Depuis ce jour, cet inconnu qui l’observait de sa fenêtre plaisait à Charlotte. Elle le voyait sortir de chez lui de temps en temps. Elle aimait son jeans tombant et ses baskets non lacées, ses tee-shirt bariollés et ses sweats à capuche. Elle le trouvait touchant et sa tête pleine d’épis l’amusait. Elle l’observait lorsqu’il réchauffait des conserves de raviolis en démontant et remontant des tours d’ordinateurs. Leurs rendez-vous maladroits par fenêtres interposées deveniaent de plus en plus fréquents. À chaque croisement de regard, Gérald baissait les yeux et, aussitôt que Charlotte avait détourné les siens, il revenait chercher, en vain, l’attention de la jeune fille. Ce petit jeu leur plaisait à tous les deux.

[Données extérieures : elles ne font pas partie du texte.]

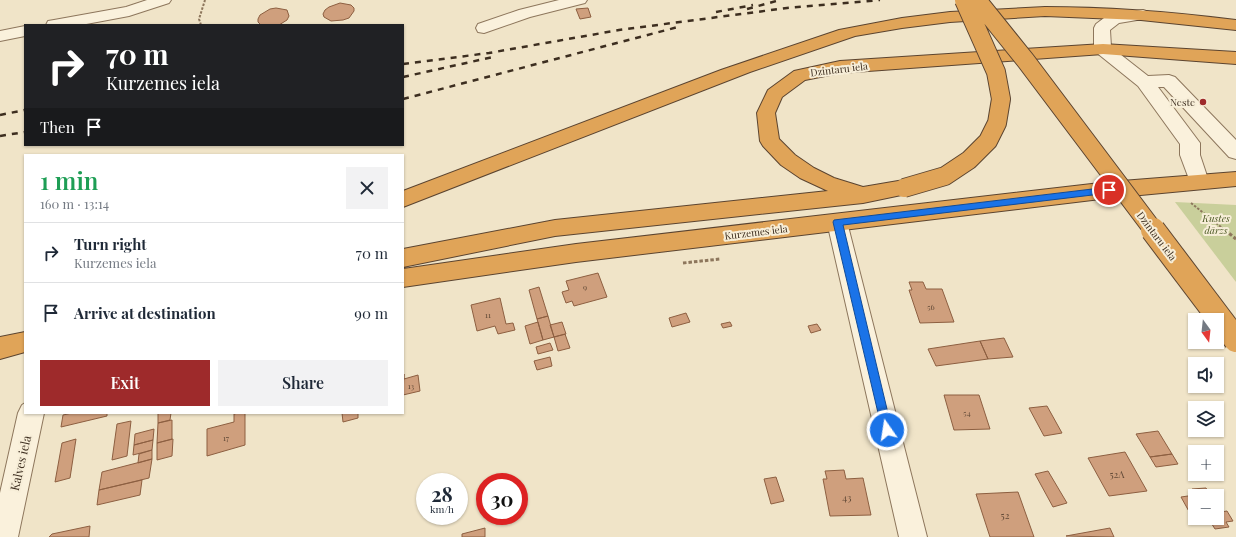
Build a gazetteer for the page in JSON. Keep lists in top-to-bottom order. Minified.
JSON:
{"streets":{"highway":["Dzintaru iela","Kurzemes iela"],"street":["Kalves iela"]},"parks":["Kustes dārzs"],"places":["Neste"],"house_numbers":["9","56","11","13","54","17","52A","43","52"],"north":"bottom","page":{"turn":["70 m","Kurzemes iela"],"then":"Then","heading":["1 min","160 m · 13:14"],"list":[{"name":"Turn right","note":"Kurzemes iela","value":"70 m"},{"name":"Arrive at destination","value":"90 m"}],"map_buttons":["+","−"],"buttons":["Exit","Share"],"speed":"28 km/h","limit":"30"}}
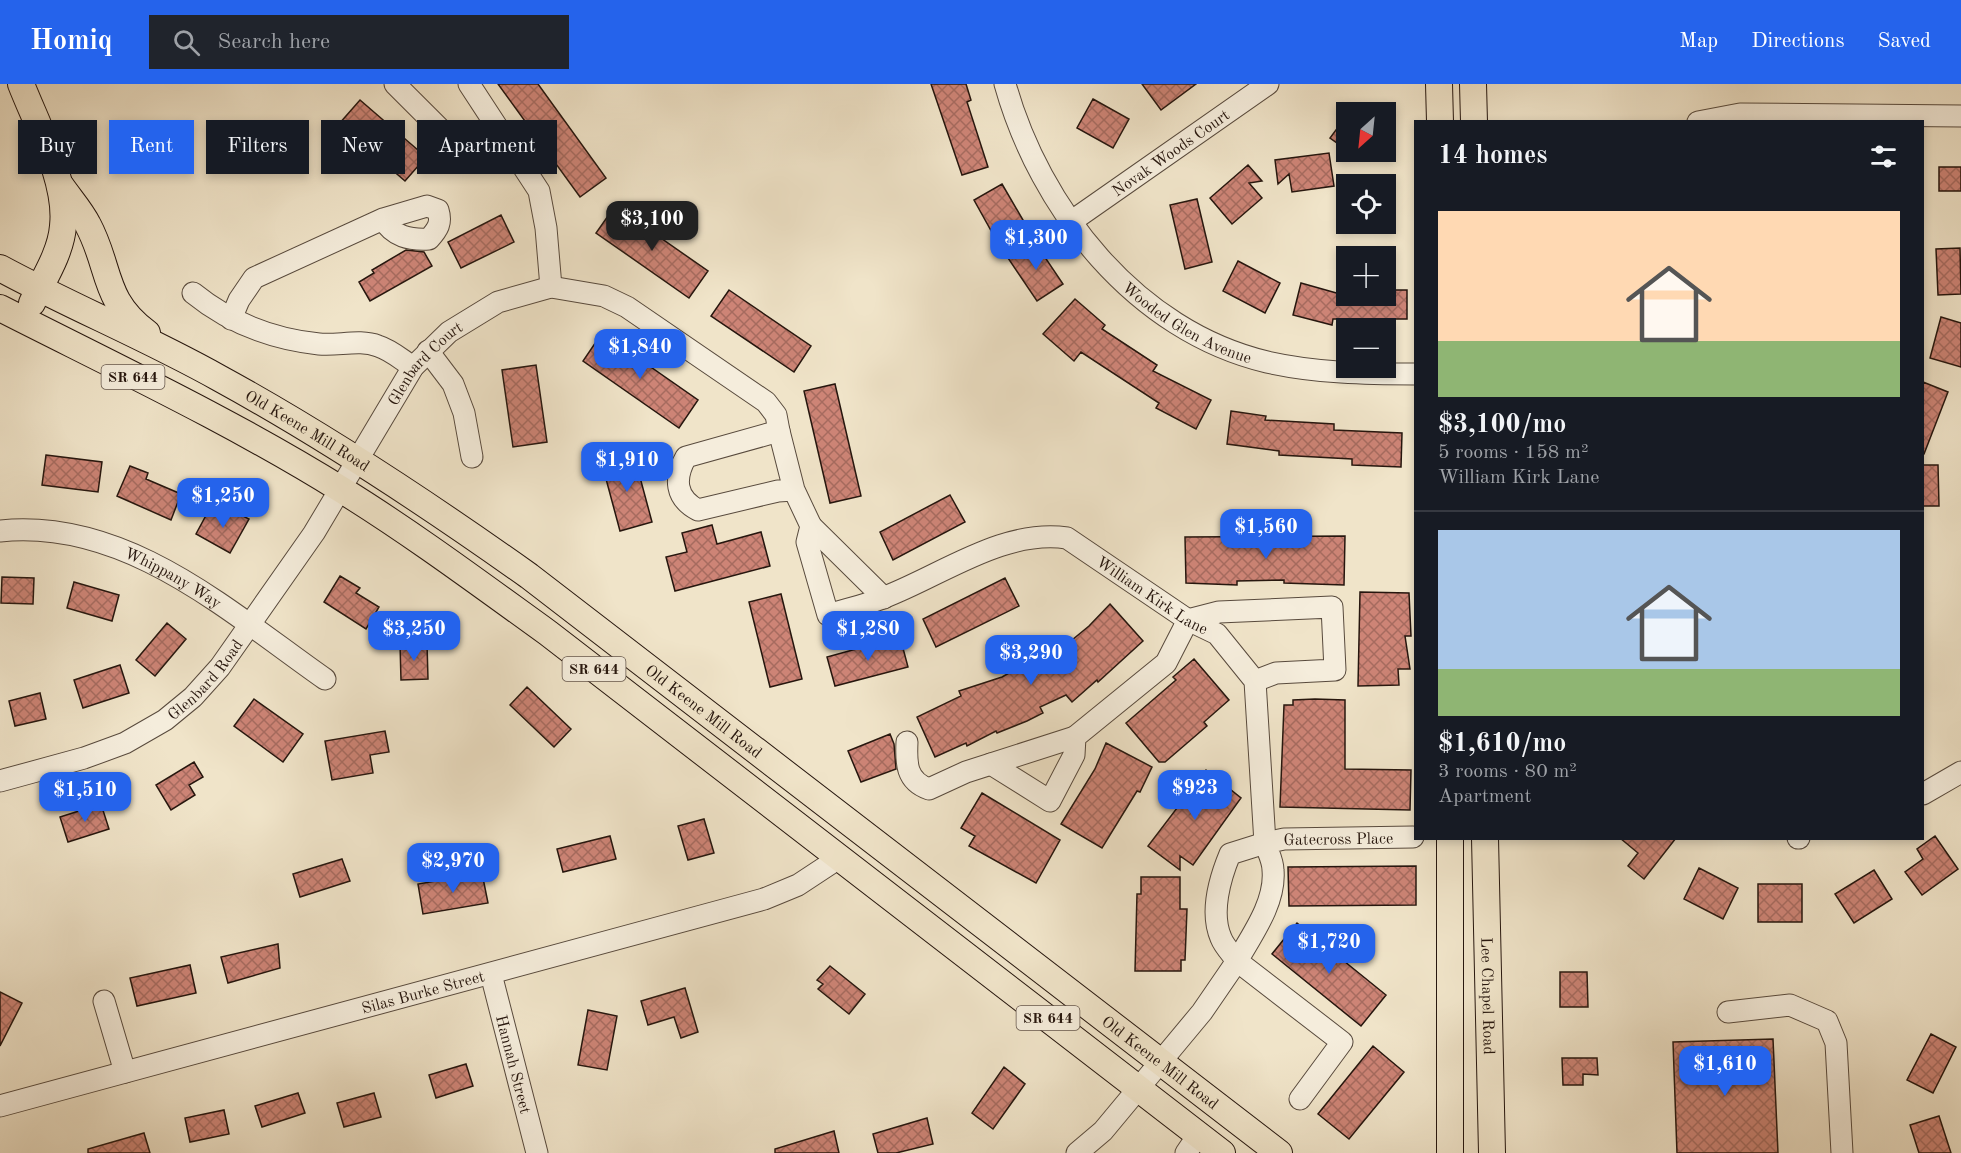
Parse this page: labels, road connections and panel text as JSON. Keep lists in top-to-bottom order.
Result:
{
  "streets": {
    "main road": ["SR 644", "Old Keene Mill Road", "Lee Chapel Road"],
    "street": [
      "Novak Woods Court",
      "Wooded Glen Avenue",
      "Glenbard Court",
      "Whippany Way",
      "William Kirk Lane",
      "Glenbard Road",
      "Gatecross Place",
      "Silas Burke Street",
      "Hannah Street"
    ]
  },
  "crossings": [
    ["Novak Woods Court", "Wooded Glen Avenue"],
    ["Glenbard Court", "Old Keene Mill Road"],
    ["Glenbard Court", "William Kirk Lane"],
    ["Glenbard Court", "Glenbard Road"],
    ["Old Keene Mill Road", "Glenbard Road"],
    ["Old Keene Mill Road", "Silas Burke Street"],
    ["Whippany Way", "Glenbard Road"],
    ["Silas Burke Street", "Hannah Street"]
  ],
  "north": "bottom left",
  "page": {
    "header": "Homiq",
    "search": "Search here",
    "nav": ["Map", "Directions", "Saved"],
    "map_buttons": ["+", "−"],
    "chip": [
      "Buy",
      "Rent",
      "Filters",
      "New",
      "Apartment"
    ],
    "heading": "14 homes",
    "list": [
      {
        "name": "$3,100/mo",
        "note": "5 rooms · 158 m² · William Kirk Lane"
      },
      {
        "name": "$1,610/mo",
        "note": "3 rooms · 80 m² · Apartment"
      }
    ],
    "price": [
      "$3,100",
      "$1,300",
      "$1,840",
      "$1,910",
      "$1,250",
      "$1,560",
      "$3,250",
      "$1,280",
      "$3,290",
      "$923",
      "$1,510",
      "$2,970",
      "$1,720",
      "$1,610"
    ]
  }
}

Un matin de mai, Charlotte passa la vitesse supérieure. Il était neuf heures cinquante et elle savait pertinement que son geek dormait encore. Elle se mit à la fenêtre et respira un grand coup. L’air était doux et pas un nuage n’assombrissait l’horizon. Elle contempla un instant le ciel. Des ailes lui poussaient dans le dos. Elle rassembla ses forces et, en gonflant les poumons, cria : “Bonjour Voisin ! Comment allez-vous mon voisin !?“. De l’autre côté de la rue, gérald sorti la tête de son oreiller. Au deuxième appel, il bondit à la fenêtre. Il était en pyjama, les yeux gonflés et les cheveux ébouriffés. Elle lui sourit puis continua : “Et bien Voisin !? Répondez-moi !“. Gérald, confu, répondit timidement : ”Heu… bonjour Voisine…“. Charlotte, directive et motivée, continua en disant : ”Plus fort Voisin ! Je ne vous entends pas !“. Le jeune garçon eu soudain l’air amusé. Il se redressa, gonfla le torse et de toutes ses forces hurla : “Bonjour Voisine ! Je vais bien et Vous !?“. Tous deux restèrent à se regarder puis au même instant éclatèrent de rire. À partir de ce jour, ils n’étaient plus l’un pour l’autre des inconnus. Depuis ce matin là, ils déjeunent parfois ensemble. Il l’appelle tendrement “Charlie” et elle le nomme affectueusement “Gégé”.